Who's Waldo?

Linking People Across Text and Images

Claire Yuqing Cui * Apoorv Khandelwal * Yoav Artzi Noah Snavely Hadar Averbuch-Elor

Oral Presentation @ ICCV 2021
* Equal Contribution

Sam Schulz passes to Curtly Hampton during the UWS Giants vs Eastlake NEAFL match at the Robertson Oval on 1 August 2015.

Justyna Kowalczyk, Kikkan Randall and Ingvild Flugstad Østberg at the Royal Palace Sprint, part of the FIS World Cup 2012/2013, in Stockholm on March 20, 2013. Kikkan Randall won the sprint cup.

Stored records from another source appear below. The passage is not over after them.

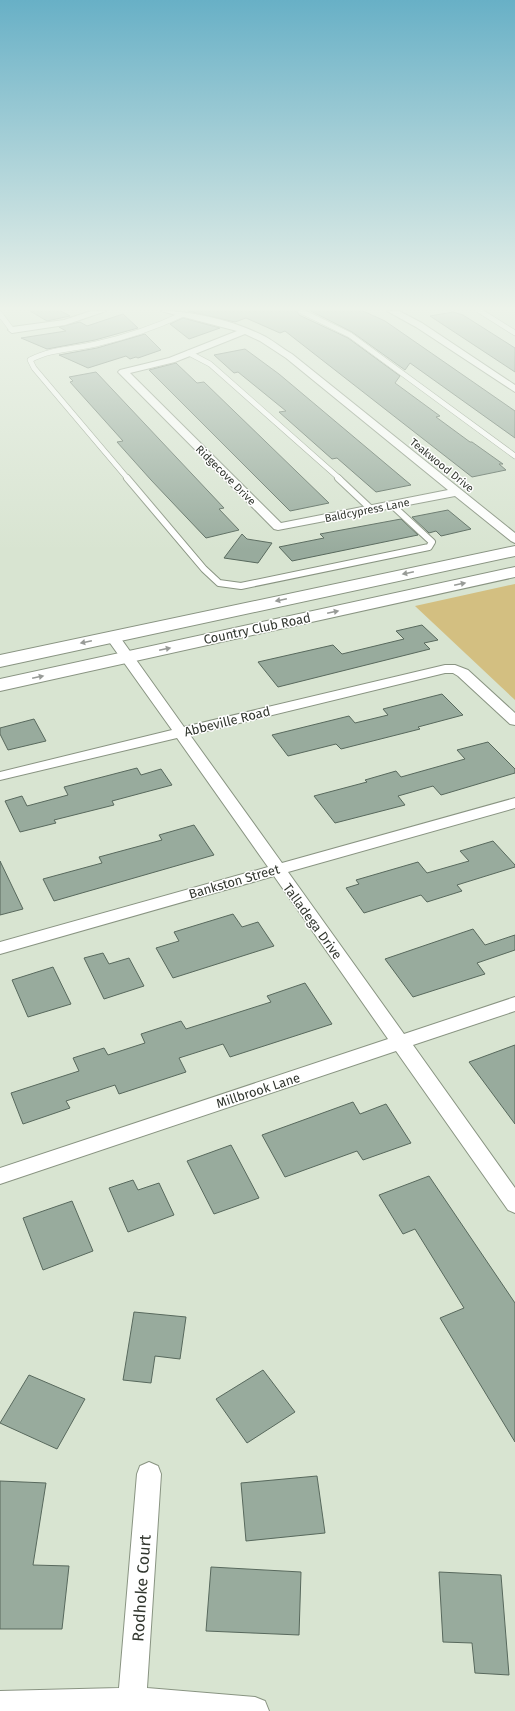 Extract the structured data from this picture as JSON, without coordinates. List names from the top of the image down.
{
  "streets": {
    "main road": ["Country Club Road"],
    "street": [
      "Teakwood Drive",
      "Ridgecove Drive",
      "Baldcypress Lane",
      "Abbeville Road",
      "Bankston Street",
      "Talladega Drive",
      "Millbrook Lane",
      "Rodhoke Court"
    ]
  },
  "crossings": [
    ["Teakwood Drive", "Baldcypress Lane"],
    ["Ridgecove Drive", "Baldcypress Lane"],
    ["Country Club Road", "Talladega Drive"],
    ["Abbeville Road", "Talladega Drive"],
    ["Bankston Street", "Talladega Drive"],
    ["Talladega Drive", "Millbrook Lane"]
  ]
}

You may not recognize them, but can you identify the people in these captions?
(Hover over images to see answers!)

Above we show two image–caption pairs capturing interactions between people. Possible cues revealing the correspondence between names in the captions and people in the images include:

(i) the action between two people ("Sam passes to Curtly"),
(ii) "Kikkan Randall won the sprint cup", so she is the one holding the trophy, and
(iii) there happens to be a left-to-right ordering of people in the right-hand example—this happens frequently in real-life images and captions.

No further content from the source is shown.